Please repeat the data shown below, word for word.
Start of MATERIAL FOR THIS EXERCISE
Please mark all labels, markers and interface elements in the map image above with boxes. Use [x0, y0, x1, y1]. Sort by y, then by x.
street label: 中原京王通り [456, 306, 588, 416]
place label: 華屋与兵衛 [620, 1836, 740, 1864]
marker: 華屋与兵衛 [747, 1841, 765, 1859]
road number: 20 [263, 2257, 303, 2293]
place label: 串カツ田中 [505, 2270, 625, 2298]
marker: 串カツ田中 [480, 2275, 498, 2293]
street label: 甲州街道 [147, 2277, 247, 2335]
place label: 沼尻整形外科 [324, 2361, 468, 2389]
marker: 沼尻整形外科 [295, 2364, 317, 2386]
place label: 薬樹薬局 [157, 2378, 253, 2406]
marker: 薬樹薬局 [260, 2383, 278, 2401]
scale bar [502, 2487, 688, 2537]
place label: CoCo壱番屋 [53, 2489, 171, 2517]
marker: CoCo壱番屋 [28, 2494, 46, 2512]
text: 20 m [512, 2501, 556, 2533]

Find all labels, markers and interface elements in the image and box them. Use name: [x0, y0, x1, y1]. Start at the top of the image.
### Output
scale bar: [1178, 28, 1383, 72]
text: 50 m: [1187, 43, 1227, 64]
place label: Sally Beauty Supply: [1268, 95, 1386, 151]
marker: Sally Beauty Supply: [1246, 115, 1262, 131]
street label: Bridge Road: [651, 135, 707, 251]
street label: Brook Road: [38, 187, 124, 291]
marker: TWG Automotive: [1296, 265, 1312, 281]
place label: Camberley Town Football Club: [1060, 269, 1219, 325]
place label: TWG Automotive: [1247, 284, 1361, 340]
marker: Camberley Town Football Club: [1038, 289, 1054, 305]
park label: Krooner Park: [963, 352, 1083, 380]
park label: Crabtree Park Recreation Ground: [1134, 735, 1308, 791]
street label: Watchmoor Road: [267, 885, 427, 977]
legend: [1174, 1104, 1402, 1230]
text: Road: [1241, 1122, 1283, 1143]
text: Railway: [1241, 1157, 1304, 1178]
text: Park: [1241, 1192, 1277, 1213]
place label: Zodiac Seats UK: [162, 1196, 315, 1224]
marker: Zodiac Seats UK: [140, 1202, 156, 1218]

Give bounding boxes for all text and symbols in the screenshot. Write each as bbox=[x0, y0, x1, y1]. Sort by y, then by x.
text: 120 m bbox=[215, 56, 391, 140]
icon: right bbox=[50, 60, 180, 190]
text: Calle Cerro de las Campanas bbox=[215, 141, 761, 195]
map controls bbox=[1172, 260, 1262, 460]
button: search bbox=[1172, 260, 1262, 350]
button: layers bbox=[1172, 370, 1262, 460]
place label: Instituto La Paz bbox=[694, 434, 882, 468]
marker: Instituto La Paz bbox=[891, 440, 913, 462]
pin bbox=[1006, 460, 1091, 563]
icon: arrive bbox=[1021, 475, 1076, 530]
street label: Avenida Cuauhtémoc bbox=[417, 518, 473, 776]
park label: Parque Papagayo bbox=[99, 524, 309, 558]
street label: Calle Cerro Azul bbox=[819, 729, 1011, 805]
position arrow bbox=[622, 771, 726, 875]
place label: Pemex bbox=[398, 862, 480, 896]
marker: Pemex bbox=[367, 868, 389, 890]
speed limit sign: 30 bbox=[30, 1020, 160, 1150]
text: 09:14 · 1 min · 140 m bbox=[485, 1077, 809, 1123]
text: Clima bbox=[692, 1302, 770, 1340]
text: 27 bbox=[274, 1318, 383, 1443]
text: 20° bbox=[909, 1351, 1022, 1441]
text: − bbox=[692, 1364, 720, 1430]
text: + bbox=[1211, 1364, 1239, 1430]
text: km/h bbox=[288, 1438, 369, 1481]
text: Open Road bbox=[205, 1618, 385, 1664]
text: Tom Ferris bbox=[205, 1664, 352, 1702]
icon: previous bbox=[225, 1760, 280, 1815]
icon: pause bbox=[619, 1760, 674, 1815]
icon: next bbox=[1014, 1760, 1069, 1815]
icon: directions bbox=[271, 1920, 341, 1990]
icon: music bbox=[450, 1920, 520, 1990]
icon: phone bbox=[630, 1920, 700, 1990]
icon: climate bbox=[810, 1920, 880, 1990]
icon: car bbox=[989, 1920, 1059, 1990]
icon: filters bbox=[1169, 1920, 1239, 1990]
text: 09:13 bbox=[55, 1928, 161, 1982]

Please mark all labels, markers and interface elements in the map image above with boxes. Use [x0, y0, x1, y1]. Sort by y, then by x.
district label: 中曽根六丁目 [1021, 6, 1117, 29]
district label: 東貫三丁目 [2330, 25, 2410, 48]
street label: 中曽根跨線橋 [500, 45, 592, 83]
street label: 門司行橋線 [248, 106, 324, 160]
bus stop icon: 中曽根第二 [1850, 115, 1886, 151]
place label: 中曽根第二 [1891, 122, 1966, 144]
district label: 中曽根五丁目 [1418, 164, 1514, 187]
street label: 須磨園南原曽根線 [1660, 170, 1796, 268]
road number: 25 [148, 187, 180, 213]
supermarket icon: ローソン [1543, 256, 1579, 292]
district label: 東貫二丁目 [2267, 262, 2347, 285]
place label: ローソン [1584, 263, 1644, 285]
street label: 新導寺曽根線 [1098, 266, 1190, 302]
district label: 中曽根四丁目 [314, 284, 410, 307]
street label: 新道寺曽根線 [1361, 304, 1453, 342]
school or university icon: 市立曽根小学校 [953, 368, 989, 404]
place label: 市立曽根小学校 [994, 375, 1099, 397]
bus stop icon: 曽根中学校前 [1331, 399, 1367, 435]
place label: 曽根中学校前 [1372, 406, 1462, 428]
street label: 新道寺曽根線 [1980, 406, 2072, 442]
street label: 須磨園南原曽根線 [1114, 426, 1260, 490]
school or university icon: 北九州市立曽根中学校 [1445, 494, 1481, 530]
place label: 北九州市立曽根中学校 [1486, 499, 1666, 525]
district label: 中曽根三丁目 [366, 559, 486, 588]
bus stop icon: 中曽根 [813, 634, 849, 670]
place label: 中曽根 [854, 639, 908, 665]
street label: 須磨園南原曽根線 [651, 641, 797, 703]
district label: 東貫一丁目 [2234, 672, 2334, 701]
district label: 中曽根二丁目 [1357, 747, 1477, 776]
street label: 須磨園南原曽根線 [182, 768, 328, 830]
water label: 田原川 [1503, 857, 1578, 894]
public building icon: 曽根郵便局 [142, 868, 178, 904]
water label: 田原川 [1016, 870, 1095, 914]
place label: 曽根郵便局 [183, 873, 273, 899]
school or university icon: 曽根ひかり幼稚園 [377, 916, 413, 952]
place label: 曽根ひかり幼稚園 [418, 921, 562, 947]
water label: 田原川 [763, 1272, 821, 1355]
End of MATERIAL FOR THIS EXERCISE
> SOLUTION FOR THIS PROBLEM:
Please mark all labels, markers and interface elements in the map image above with boxes. Use [x0, y0, x1, y1]. Sort by y, then by x.
street label: 中原京王通り [456, 306, 588, 416]
place label: 華屋与兵衛 [620, 1836, 740, 1864]
marker: 華屋与兵衛 [747, 1841, 765, 1859]
road number: 20 [263, 2257, 303, 2293]
place label: 串カツ田中 [505, 2270, 625, 2298]
marker: 串カツ田中 [480, 2275, 498, 2293]
street label: 甲州街道 [147, 2277, 247, 2335]
place label: 沼尻整形外科 [324, 2361, 468, 2389]
marker: 沼尻整形外科 [295, 2364, 317, 2386]
place label: 薬樹薬局 [157, 2378, 253, 2406]
marker: 薬樹薬局 [260, 2383, 278, 2401]
scale bar [502, 2487, 688, 2537]
place label: CoCo壱番屋 [53, 2489, 171, 2517]
marker: CoCo壱番屋 [28, 2494, 46, 2512]
text: 20 m [512, 2501, 556, 2533]

Find all labels, markers and interface elements in the image and box them. Use name: [x0, y0, x1, y1]. Start at the top of the image.
### Output
scale bar: [1178, 28, 1383, 72]
text: 50 m: [1187, 43, 1227, 64]
place label: Sally Beauty Supply: [1268, 95, 1386, 151]
marker: Sally Beauty Supply: [1246, 115, 1262, 131]
street label: Bridge Road: [651, 135, 707, 251]
street label: Brook Road: [38, 187, 124, 291]
marker: TWG Automotive: [1296, 265, 1312, 281]
place label: Camberley Town Football Club: [1060, 269, 1219, 325]
place label: TWG Automotive: [1247, 284, 1361, 340]
marker: Camberley Town Football Club: [1038, 289, 1054, 305]
park label: Krooner Park: [963, 352, 1083, 380]
park label: Crabtree Park Recreation Ground: [1134, 735, 1308, 791]
street label: Watchmoor Road: [267, 885, 427, 977]
legend: [1174, 1104, 1402, 1230]
text: Road: [1241, 1122, 1283, 1143]
text: Railway: [1241, 1157, 1304, 1178]
text: Park: [1241, 1192, 1277, 1213]
place label: Zodiac Seats UK: [162, 1196, 315, 1224]
marker: Zodiac Seats UK: [140, 1202, 156, 1218]

Give bounding boxes for all text and symbols in the screenshot. Write each as bbox=[x0, y0, x1, y1]. Sort by y, then by x.
text: 120 m bbox=[215, 56, 391, 140]
icon: right bbox=[50, 60, 180, 190]
text: Calle Cerro de las Campanas bbox=[215, 141, 761, 195]
map controls bbox=[1172, 260, 1262, 460]
button: search bbox=[1172, 260, 1262, 350]
button: layers bbox=[1172, 370, 1262, 460]
place label: Instituto La Paz bbox=[694, 434, 882, 468]
marker: Instituto La Paz bbox=[891, 440, 913, 462]
pin bbox=[1006, 460, 1091, 563]
icon: arrive bbox=[1021, 475, 1076, 530]
street label: Avenida Cuauhtémoc bbox=[417, 518, 473, 776]
park label: Parque Papagayo bbox=[99, 524, 309, 558]
street label: Calle Cerro Azul bbox=[819, 729, 1011, 805]
position arrow bbox=[622, 771, 726, 875]
place label: Pemex bbox=[398, 862, 480, 896]
marker: Pemex bbox=[367, 868, 389, 890]
speed limit sign: 30 bbox=[30, 1020, 160, 1150]
text: 09:14 · 1 min · 140 m bbox=[485, 1077, 809, 1123]
text: Clima bbox=[692, 1302, 770, 1340]
text: 27 bbox=[274, 1318, 383, 1443]
text: 20° bbox=[909, 1351, 1022, 1441]
text: − bbox=[692, 1364, 720, 1430]
text: + bbox=[1211, 1364, 1239, 1430]
text: km/h bbox=[288, 1438, 369, 1481]
text: Open Road bbox=[205, 1618, 385, 1664]
text: Tom Ferris bbox=[205, 1664, 352, 1702]
icon: previous bbox=[225, 1760, 280, 1815]
icon: pause bbox=[619, 1760, 674, 1815]
icon: next bbox=[1014, 1760, 1069, 1815]
icon: directions bbox=[271, 1920, 341, 1990]
icon: music bbox=[450, 1920, 520, 1990]
icon: phone bbox=[630, 1920, 700, 1990]
icon: climate bbox=[810, 1920, 880, 1990]
icon: car bbox=[989, 1920, 1059, 1990]
icon: filters bbox=[1169, 1920, 1239, 1990]
text: 09:13 bbox=[55, 1928, 161, 1982]

Please mark all labels, markers and interface elements in the map image above with boxes. Use [x0, y0, x1, y1]. Sort by y, then by x.
district label: 中曽根六丁目 [1021, 6, 1117, 29]
district label: 東貫三丁目 [2330, 25, 2410, 48]
street label: 中曽根跨線橋 [500, 45, 592, 83]
street label: 門司行橋線 [248, 106, 324, 160]
bus stop icon: 中曽根第二 [1850, 115, 1886, 151]
place label: 中曽根第二 [1891, 122, 1966, 144]
district label: 中曽根五丁目 [1418, 164, 1514, 187]
street label: 須磨園南原曽根線 [1660, 170, 1796, 268]
road number: 25 [148, 187, 180, 213]
supermarket icon: ローソン [1543, 256, 1579, 292]
district label: 東貫二丁目 [2267, 262, 2347, 285]
place label: ローソン [1584, 263, 1644, 285]
street label: 新導寺曽根線 [1098, 266, 1190, 302]
district label: 中曽根四丁目 [314, 284, 410, 307]
street label: 新道寺曽根線 [1361, 304, 1453, 342]
school or university icon: 市立曽根小学校 [953, 368, 989, 404]
place label: 市立曽根小学校 [994, 375, 1099, 397]
bus stop icon: 曽根中学校前 [1331, 399, 1367, 435]
place label: 曽根中学校前 [1372, 406, 1462, 428]
street label: 新道寺曽根線 [1980, 406, 2072, 442]
street label: 須磨園南原曽根線 [1114, 426, 1260, 490]
school or university icon: 北九州市立曽根中学校 [1445, 494, 1481, 530]
place label: 北九州市立曽根中学校 [1486, 499, 1666, 525]
district label: 中曽根三丁目 [366, 559, 486, 588]
bus stop icon: 中曽根 [813, 634, 849, 670]
place label: 中曽根 [854, 639, 908, 665]
street label: 須磨園南原曽根線 [651, 641, 797, 703]
district label: 東貫一丁目 [2234, 672, 2334, 701]
district label: 中曽根二丁目 [1357, 747, 1477, 776]
street label: 須磨園南原曽根線 [182, 768, 328, 830]
water label: 田原川 [1503, 857, 1578, 894]
public building icon: 曽根郵便局 [142, 868, 178, 904]
water label: 田原川 [1016, 870, 1095, 914]
place label: 曽根郵便局 [183, 873, 273, 899]
school or university icon: 曽根ひかり幼稚園 [377, 916, 413, 952]
place label: 曽根ひかり幼稚園 [418, 921, 562, 947]
water label: 田原川 [763, 1272, 821, 1355]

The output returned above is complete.